» **Input data**

== == ==

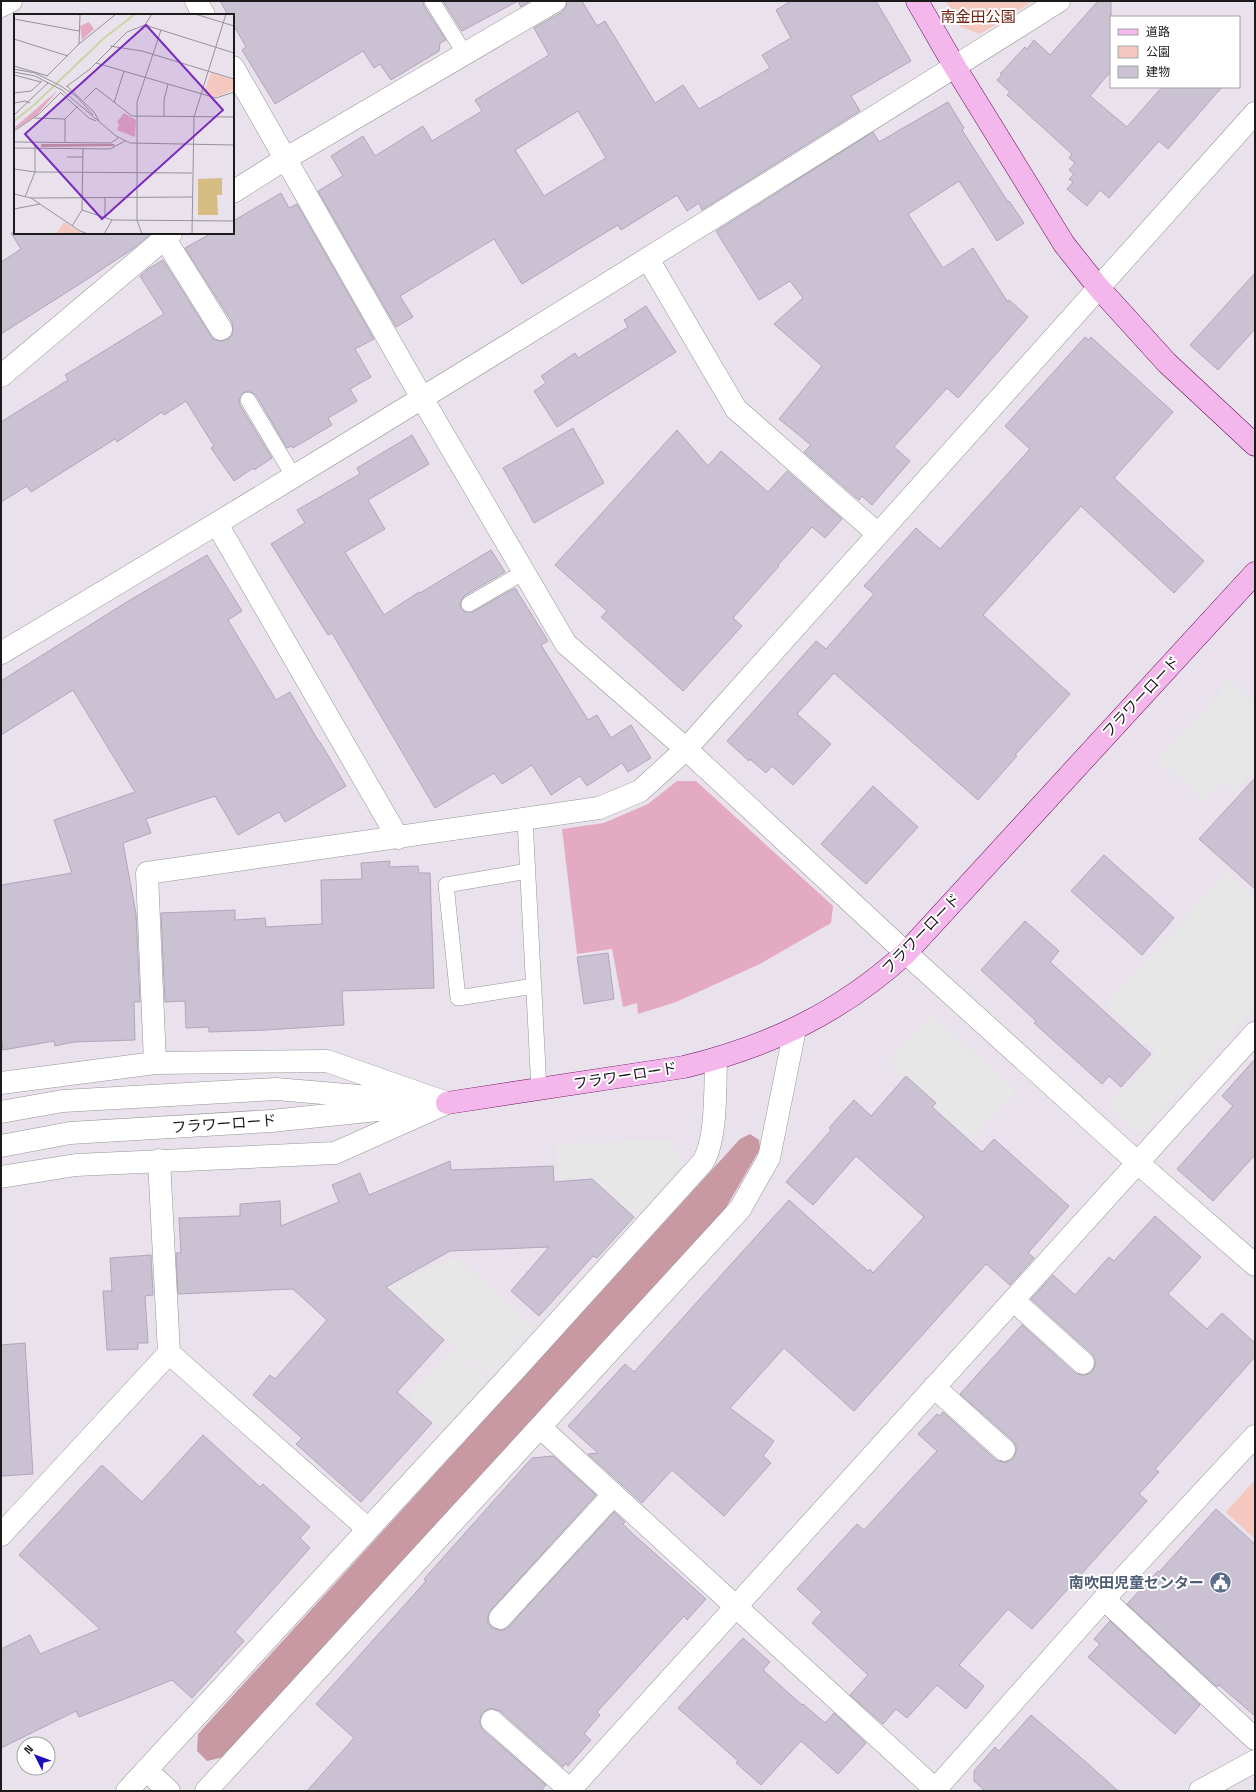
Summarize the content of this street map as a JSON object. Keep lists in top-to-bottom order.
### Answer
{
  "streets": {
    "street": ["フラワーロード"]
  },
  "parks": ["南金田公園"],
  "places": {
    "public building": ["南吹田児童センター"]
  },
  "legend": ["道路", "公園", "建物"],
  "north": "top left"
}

== == ==

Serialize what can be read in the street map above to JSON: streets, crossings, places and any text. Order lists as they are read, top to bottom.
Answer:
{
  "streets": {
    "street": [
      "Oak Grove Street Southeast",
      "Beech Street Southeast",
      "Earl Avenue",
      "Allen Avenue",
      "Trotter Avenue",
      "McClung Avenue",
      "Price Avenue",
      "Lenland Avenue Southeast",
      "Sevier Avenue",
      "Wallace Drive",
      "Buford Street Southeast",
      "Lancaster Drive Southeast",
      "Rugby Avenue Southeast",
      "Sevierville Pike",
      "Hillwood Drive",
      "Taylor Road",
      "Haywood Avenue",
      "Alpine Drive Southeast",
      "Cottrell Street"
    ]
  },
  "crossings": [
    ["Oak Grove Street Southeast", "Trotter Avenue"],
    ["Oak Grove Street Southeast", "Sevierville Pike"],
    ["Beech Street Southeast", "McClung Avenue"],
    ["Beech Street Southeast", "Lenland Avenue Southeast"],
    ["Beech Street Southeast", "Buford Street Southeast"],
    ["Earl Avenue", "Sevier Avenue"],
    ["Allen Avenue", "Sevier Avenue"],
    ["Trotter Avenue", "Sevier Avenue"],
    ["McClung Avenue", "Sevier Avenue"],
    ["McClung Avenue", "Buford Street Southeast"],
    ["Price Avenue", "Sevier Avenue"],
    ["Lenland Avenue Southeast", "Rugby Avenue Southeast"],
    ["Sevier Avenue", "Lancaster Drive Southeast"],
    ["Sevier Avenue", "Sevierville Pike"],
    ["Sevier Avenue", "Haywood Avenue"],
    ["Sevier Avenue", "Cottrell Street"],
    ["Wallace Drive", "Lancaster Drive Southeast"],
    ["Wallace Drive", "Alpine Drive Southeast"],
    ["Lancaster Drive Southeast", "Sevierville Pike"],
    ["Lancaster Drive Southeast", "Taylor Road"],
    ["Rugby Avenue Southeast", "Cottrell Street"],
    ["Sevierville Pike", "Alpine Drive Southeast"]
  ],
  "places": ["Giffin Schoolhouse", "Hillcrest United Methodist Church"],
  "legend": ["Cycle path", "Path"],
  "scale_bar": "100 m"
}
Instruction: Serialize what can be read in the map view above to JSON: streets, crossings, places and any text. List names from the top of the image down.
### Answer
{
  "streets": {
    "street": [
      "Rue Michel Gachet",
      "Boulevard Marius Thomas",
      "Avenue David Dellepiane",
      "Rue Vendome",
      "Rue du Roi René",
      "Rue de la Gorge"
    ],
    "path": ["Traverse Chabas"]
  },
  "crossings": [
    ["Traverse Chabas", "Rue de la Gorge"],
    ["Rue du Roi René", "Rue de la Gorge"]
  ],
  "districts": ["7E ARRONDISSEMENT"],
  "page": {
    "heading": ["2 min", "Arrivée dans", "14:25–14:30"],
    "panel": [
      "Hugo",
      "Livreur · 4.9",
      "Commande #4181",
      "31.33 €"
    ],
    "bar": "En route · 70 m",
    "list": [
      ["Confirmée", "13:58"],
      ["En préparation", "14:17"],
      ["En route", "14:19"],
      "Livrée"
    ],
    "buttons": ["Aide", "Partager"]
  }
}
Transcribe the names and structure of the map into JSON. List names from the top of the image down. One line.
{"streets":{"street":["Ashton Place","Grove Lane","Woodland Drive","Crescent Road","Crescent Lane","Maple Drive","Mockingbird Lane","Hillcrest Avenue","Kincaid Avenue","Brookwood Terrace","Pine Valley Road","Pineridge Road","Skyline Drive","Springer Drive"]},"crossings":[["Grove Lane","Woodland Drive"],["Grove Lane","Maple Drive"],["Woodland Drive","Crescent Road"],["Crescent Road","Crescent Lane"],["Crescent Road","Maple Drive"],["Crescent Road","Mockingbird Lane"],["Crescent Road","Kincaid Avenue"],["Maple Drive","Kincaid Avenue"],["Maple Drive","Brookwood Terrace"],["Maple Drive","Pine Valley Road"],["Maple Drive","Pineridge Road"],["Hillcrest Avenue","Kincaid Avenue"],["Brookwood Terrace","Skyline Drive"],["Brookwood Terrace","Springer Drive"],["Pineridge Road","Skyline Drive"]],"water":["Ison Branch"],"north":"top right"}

== == ==

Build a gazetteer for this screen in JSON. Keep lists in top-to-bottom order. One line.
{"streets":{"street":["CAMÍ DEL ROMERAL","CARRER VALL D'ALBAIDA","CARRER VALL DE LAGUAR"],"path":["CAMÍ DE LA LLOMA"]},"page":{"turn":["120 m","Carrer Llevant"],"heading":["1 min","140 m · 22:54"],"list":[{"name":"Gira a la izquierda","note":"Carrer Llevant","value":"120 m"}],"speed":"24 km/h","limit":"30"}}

== == ==

This exercise requires the number of lines in the entries holding the word "what", written alone.

» **Task answer**
2